Background: It is estimated that 30-50% of laboratory testing ordered on hospitalized patients is unnecessary, which contributes to healthcare waste and may cause harm. A University Health System Consortium 2011 analysis indicated that the University of Utah General Internal Medicine hospitalist service had a higher average direct lab cost per discharge compared to top performers nationally. Recognizing laboratory cost as a problem, the hospitalist service implemented a multifaceted quality‐improvement initiative with a goal to reduce unnecessary laboratory testing. At the time of this project, University of Utah Health (UUH) developed a Value Driven Outcomes (VDO) tool to provide direct data related to costs of care, including the actual cost paid by the hospital to the university‐owned laboratory vendor for testing. The hospitalist group successfully incorporated VDO into the initiative for routine cost feedback which resulted in a 19% reduction in daily labs. In order to sustain and further reduce unnecessary lab ordering and cost, a new tool, LORCA (Lab Ordering Reduction and Cost Accountability), was developed by UUH hospitalists, value engineers and data specialists. This tool, which was derived from VDO using advances in technology, was launched in 2016 with the new capability to monitor and provide provider-specific and timely feedback on lab utilization. In this study, we report the impact of LORCA on lab utilization and cost.
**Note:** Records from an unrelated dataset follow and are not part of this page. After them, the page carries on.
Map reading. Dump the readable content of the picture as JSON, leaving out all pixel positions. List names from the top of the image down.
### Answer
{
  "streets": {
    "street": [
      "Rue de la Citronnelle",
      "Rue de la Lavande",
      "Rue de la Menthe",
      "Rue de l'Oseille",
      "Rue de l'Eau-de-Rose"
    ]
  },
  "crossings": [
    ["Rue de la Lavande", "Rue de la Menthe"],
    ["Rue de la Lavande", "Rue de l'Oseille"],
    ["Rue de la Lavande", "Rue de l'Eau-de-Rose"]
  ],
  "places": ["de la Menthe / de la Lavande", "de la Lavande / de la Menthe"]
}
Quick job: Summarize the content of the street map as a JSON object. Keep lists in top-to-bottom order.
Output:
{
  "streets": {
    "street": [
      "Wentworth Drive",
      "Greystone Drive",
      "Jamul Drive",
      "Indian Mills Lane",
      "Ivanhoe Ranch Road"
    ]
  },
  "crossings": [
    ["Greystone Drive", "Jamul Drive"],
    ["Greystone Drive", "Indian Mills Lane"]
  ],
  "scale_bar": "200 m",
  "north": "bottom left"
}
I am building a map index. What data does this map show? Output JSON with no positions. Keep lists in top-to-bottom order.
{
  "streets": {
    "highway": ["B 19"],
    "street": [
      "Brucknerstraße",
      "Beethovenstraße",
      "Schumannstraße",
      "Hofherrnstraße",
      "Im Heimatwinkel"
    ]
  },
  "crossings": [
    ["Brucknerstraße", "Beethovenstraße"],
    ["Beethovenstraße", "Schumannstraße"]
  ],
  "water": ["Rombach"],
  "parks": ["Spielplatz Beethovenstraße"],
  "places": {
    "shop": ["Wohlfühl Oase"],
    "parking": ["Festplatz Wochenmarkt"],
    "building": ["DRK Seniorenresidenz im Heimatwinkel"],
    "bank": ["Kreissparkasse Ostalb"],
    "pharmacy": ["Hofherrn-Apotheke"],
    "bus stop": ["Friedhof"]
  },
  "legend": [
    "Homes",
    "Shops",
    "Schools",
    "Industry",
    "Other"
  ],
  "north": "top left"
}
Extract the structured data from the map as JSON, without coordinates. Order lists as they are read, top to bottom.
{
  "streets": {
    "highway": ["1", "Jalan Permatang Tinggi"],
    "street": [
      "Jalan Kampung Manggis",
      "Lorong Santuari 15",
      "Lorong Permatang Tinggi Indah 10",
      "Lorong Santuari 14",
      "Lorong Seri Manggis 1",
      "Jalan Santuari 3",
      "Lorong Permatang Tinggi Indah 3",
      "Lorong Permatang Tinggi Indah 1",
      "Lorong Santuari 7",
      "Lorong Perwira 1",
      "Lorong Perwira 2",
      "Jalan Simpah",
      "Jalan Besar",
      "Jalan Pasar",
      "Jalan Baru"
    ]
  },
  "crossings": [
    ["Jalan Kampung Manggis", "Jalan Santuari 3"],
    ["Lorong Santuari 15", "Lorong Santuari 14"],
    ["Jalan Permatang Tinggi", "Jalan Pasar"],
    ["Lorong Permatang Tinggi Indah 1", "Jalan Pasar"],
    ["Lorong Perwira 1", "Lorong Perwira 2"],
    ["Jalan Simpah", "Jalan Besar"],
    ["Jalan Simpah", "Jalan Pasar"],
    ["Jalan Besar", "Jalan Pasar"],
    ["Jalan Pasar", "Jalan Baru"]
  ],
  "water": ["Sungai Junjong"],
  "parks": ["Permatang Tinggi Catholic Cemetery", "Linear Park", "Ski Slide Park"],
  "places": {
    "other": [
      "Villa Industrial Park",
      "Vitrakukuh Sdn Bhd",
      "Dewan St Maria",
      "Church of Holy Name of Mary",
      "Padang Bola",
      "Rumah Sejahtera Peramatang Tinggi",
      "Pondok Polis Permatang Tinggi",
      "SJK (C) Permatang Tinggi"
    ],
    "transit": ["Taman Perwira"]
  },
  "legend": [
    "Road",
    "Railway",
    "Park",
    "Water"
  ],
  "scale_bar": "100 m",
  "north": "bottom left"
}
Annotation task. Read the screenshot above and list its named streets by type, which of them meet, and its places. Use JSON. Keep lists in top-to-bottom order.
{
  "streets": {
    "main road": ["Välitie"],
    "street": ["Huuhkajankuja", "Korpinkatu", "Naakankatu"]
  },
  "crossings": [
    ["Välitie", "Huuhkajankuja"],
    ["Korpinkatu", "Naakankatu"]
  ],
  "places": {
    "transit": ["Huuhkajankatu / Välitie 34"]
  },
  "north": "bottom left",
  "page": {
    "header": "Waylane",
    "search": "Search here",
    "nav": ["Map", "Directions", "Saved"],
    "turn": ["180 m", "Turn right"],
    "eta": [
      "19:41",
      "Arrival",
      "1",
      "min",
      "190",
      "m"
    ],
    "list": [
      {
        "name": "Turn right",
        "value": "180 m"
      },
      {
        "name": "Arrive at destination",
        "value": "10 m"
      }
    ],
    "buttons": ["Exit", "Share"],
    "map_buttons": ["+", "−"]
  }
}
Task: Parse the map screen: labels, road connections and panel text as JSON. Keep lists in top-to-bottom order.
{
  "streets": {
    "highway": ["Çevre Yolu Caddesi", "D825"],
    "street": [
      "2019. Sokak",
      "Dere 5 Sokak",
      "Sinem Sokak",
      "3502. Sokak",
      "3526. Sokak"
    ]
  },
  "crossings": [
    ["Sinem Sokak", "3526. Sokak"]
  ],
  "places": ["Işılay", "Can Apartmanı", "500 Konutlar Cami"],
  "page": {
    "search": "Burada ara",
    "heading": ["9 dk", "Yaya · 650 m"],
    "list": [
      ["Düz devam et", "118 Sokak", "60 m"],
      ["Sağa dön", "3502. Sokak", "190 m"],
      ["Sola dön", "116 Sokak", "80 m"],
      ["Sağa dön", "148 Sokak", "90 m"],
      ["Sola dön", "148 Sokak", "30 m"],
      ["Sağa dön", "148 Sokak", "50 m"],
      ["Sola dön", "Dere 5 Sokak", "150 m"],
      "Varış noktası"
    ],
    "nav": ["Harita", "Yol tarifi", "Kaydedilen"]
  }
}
Methods: The hospitalist service consists of 4 teaching teams with Internal Medicine (IM) residents and medical students, and 2 teams with Advanced Practice Providers (APP). LORCA monitors inpatient laboratory utilization by attending physician and medical team and provides a screen shot of the count and cost of labs per patient per 24 hours. APP teams have consistent exposure to LORCA feedback, while teaching teams have less consistent exposure due to residents’ rotations. LORCA can compare an individual provider’s lab use to colleagues’ use as well as demonstrate team lab use and trends over time. LORCA’s impact was assessed by comparing lab ordering between hospitalist and other subspecialty services (cardiology, pulmonology, oncology, and hematology). The subspecialty services functioned as a control group who did not receive feedback. Ordering behavior was also compared among the different hospitalist teams (teaching vs. APP).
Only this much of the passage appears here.